--- Problem ---
Which lines run from the line with "position:relative; width:1002px; height:2263px;" through the line with "filter:drop-shadow(0 0 2px" in the entries below? Print them exactly, both ends included, and nothing more.

[Data records]

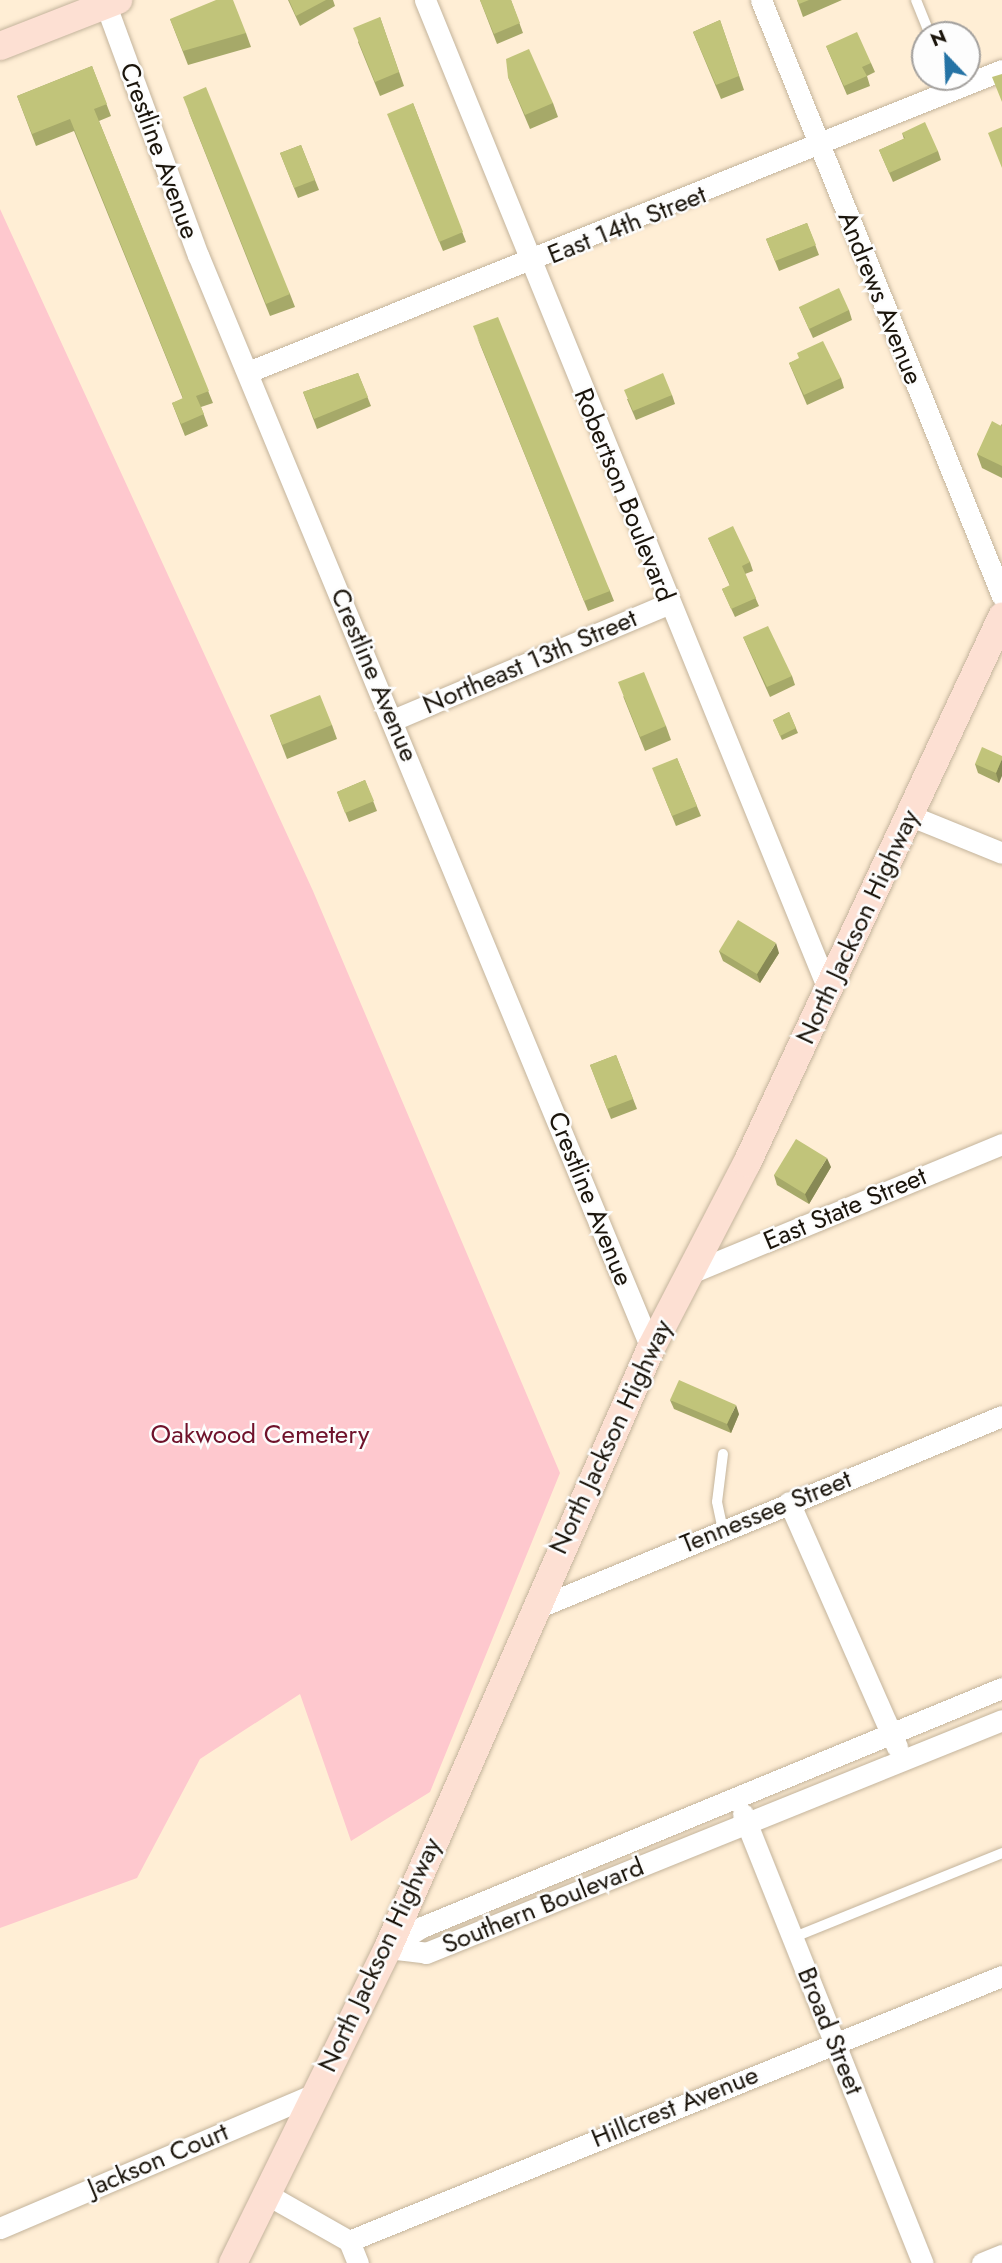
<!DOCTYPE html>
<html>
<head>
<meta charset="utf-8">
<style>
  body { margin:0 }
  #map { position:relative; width:1002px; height:2263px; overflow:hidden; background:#ffeed5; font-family:Jost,sans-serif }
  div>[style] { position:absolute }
  .green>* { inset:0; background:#fec8ce }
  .roads { filter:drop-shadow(0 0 2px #c4b49c) drop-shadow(0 0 2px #c4b49c) }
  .lane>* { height:10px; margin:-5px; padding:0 5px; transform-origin:5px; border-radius:5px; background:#fff }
  .street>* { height:21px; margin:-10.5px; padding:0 10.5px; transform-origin:10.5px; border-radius:10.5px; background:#fff }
  .secondary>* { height:28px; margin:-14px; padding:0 14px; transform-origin:14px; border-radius:14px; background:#fde0d3 }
  .wall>* { inset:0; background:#a6a969 }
  .shaded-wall>* { inset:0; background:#878955 }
  .building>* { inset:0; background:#c1c47a }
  span { translate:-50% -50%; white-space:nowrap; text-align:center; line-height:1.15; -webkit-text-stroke:5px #fdfdfd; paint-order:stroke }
  .street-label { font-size:26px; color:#1b150c }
  .park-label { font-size:26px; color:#6f122b }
  .north { position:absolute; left:911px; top:21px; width:70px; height:70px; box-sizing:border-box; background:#fdfdfd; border:2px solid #a3a09d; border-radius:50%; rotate:337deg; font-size:19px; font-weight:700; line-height:28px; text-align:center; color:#1b150c }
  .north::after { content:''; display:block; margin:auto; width:24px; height:32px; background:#2573a5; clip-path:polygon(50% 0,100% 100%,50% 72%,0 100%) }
</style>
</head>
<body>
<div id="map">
  <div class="green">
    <div style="clip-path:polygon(0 209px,313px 891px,560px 1473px,430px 1792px,351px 1841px,300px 1694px,200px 1759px,137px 1878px,0 1928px)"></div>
  </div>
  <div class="roads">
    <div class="lane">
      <div style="left:916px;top:0;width:38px;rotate:68deg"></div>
      <div style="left:723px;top:1454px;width:48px;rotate:97.1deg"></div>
      <div style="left:717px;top:1502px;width:29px;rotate:78deg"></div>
      <div style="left:792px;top:1938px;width:227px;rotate:-22deg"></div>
    </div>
    <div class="street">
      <div style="left:104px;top:0;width:272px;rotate:69.8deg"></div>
      <div style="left:198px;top:255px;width:1183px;rotate:67.49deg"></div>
      <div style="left:425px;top:0;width:1068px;rotate:67.83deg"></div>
      <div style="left:761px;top:0;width:643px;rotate:67.98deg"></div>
      <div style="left:248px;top:372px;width:812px;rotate:-21.83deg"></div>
      <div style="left:393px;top:720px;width:298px;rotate:-22.9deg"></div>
      <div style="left:911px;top:816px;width:98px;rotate:22.1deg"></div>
      <div style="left:688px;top:1274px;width:340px;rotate:-22.5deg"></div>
      <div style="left:789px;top:1502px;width:268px;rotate:66.2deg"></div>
      <div style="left:532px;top:1610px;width:508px;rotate:-22.43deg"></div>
      <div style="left:743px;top:1814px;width:484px;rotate:68.2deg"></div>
      <div style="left:388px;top:1948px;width:40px;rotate:-32deg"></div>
      <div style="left:422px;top:1927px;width:627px;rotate:-22.4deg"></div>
      <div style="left:388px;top:1948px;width:38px;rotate:7deg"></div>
      <div style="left:426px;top:1953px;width:621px;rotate:-22.02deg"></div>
      <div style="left:268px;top:2195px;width:93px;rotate:29.6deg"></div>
      <div style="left:349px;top:2241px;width:24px;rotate:68deg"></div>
      <div style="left:0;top:2228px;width:344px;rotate:-23.1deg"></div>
      <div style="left:349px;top:2241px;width:705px;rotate:-22.09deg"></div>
      <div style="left:982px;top:2263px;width:22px;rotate:-22deg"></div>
    </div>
    <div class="secondary">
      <div style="left:0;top:46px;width:127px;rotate:-21.3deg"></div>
      <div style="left:233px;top:2263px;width:351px;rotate:-63.8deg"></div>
      <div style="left:388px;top:1948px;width:655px;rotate:-66.33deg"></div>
      <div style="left:651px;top:1348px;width:208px;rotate:-62.6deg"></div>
      <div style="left:747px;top:1163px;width:603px;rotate:-64.97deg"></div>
    </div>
  </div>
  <div class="wall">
    <div style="clip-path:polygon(288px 0,333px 0,335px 6px,300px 26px)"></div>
    <div style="clip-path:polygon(480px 0,511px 0,523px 33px,497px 44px)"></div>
    <div style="clip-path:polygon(797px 0,842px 0,803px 17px)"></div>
    <div style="clip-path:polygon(380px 17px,404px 86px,380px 96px,358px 42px)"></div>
    <div style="clip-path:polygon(170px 19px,246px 33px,251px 47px,188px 65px)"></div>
    <div style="clip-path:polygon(720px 20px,744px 90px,721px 99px,693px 32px)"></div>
    <div style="clip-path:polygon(826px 46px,871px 63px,875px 72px,867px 76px,870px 86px,847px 95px)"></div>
    <div style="clip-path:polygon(92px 66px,111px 116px,99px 121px,213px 403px,201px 407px,208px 426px,185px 436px,172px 403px,183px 399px,74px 131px,36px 146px,17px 96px)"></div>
    <div style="clip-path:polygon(508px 77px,553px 103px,558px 117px,530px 129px)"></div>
    <div style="clip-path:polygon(413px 103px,466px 242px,443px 251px,391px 123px)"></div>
    <div style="clip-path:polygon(188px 110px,290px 294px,295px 307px,270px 316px)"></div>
    <div style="clip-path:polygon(902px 133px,938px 151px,941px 160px,893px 182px,879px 150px,904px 139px)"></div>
    <div style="clip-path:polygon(301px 145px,319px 190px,298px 198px,280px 153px)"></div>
    <div style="clip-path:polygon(807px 223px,819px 255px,779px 271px,766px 239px)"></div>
    <div style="clip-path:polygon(799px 307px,849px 310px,852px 320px,813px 338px)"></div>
    <div style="clip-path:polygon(477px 337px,610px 591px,614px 601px,588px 611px)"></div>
    <div style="clip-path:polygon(799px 359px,841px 378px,844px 388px,807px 405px,789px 363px)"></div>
    <div style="clip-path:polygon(358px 373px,371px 406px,317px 429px,303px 392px)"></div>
    <div style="clip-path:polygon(672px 395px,675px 404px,636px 420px,627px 399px)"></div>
    <div style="clip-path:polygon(1002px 424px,1002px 478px,982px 468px,977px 454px)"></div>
    <div style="clip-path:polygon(708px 538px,750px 562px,753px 571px,745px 574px,759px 606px,735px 617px,722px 589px,730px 586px)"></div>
    <div style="clip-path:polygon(743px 637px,792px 676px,795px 685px,770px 697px)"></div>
    <div style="clip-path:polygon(623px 696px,666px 726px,671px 740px,645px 751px)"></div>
    <div style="clip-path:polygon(789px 712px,798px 733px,782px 740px,773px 720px)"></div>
    <div style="clip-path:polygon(270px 715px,332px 725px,337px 739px,287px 759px)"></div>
    <div style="clip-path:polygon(1002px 756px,999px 783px,978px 773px,975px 764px)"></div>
    <div style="clip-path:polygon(677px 758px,701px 816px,676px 826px,656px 777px)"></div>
    <div style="clip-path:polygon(365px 780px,377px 811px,349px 822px,337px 792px)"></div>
    <div style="clip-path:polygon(719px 951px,779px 953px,760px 983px,723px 961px)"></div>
    <div style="clip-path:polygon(616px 1055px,637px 1109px,611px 1119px,590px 1065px)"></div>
    <div style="clip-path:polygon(831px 1167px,809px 1204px,777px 1185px,774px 1175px)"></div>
    <div style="clip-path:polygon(670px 1400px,739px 1414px,731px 1433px,674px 1409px)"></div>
  </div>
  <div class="shaded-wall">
    <div style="clip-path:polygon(1002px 759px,1002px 776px,999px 783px,996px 773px)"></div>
    <div style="clip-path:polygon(776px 943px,779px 953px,760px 983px,757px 974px)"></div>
    <div style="clip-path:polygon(827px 1158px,831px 1167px,809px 1204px,805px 1194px)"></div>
    <div style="clip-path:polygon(736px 1405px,739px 1414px,731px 1433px,727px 1424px)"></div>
  </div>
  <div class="building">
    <div style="clip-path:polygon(216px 0,233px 0,246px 33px,183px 51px,170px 19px)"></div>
    <div style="clip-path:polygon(289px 0,326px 0,296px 16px)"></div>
    <div style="clip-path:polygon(480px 0,511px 0,520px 23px,494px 34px)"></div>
    <div style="clip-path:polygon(797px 0,809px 0,799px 4px)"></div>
    <div style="clip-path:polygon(380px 17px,399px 72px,375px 82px,353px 28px)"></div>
    <div style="clip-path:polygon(720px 20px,739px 76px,716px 85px,693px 32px)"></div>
    <div style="clip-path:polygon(857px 32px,871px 63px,862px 67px,867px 76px,844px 86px,826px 46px)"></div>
    <div style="clip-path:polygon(529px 49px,553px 103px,525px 115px,508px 77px,506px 59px)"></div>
    <div style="clip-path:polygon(92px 66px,107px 104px,94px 109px,209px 391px,196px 396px,204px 414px,181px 424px,172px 403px,183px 398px,70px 119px,32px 134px,17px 96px)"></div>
    <div style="clip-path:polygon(1002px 74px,1002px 102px,992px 77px)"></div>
    <div style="clip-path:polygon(206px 87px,290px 294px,266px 304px,183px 97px)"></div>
    <div style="clip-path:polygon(413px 103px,463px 232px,439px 242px,387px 114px)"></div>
    <div style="clip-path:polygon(925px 122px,938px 151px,889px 173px,879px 150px,905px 138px,902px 133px)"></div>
    <div style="clip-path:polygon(1002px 127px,1002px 168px,988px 133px)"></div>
    <div style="clip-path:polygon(301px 145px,315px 180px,294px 188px,280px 153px)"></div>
    <div style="clip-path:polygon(807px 223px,816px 245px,775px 261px,766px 239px)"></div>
    <div style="clip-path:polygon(839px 288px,849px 310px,809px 329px,799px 307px)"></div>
    <div style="clip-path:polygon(498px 317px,610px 591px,584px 601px,473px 326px)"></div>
    <div style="clip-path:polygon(823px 341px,841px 378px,804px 395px,789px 363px,799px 358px,797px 353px)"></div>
    <div style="clip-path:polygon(358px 373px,368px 397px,314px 419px,303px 392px)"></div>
    <div style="clip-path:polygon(663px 373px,672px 395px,633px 411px,624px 390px)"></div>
    <div style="clip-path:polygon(992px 421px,1001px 426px,1002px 424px,1002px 466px,977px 454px)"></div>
    <div style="clip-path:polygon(733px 526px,750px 562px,742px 566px,756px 598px,731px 609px,722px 589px,730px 585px,708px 538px)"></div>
    <div style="clip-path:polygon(768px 626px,792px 676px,767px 687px,743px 637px)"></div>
    <div style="clip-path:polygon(644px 672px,666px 726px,640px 737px,618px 682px)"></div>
    <div style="clip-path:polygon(320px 695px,332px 725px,282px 745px,270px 715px)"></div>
    <div style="clip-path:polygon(789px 712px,796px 728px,780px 736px,773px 720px)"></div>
    <div style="clip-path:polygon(982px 747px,1002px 756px,1002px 759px,996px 773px,975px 764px)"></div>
    <div style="clip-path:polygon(677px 758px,697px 806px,672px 816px,652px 768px)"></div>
    <div style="clip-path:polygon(365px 780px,374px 801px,345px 813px,337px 792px)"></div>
    <div style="clip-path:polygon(738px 920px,776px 943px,757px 974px,719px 951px)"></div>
    <div style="clip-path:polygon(616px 1055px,633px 1099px,607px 1109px,590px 1065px)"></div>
    <div style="clip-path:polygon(796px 1139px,827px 1158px,805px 1194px,774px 1175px)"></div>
    <div style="clip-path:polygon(679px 1380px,736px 1405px,727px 1424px,670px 1400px)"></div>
  </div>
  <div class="street-label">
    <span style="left:159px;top:151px;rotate:70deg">Crestline Avenue</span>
    <span style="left:627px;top:225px;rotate:-22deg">East 14th Street</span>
    <span style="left:880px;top:298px;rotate:68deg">Andrews Avenue</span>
    <span style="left:624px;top:495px;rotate:68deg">Robertson Boulevard</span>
    <span style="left:530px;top:662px;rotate:-23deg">Northeast 13th Street</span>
    <span style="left:374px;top:675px;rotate:67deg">Crestline Avenue</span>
    <span style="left:858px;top:927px;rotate:-65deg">North Jackson Highway</span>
    <span style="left:590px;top:1199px;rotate:68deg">Crestline Avenue</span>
    <span style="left:845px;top:1209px;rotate:-23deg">East State Street</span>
    <span style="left:611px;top:1437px;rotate:-65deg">North Jackson Highway</span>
    <span style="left:766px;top:1512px;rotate:-22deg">Tennessee Street</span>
    <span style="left:543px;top:1906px;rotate:-22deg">Southern Boulevard</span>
    <span style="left:380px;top:1955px;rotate:-65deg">North Jackson Highway</span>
    <span style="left:830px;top:2031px;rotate:68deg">Broad Street</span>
    <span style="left:675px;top:2107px;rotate:-22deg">Hillcrest Avenue</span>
    <span style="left:158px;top:2160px;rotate:-23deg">Jackson Court</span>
  </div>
  <div class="park-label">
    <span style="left:260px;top:1435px">Oakwood Cemetery</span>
  </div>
  <div class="north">N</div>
</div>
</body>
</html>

--- Answer area ---
  #map { position:relative; width:1002px; height:2263px; overflow:hidden; background:#ffeed5; font-family:Jost,sans-serif }
  div>[style] { position:absolute }
  .green>* { inset:0; background:#fec8ce }
  .roads { filter:drop-shadow(0 0 2px #c4b49c) drop-shadow(0 0 2px #c4b49c) }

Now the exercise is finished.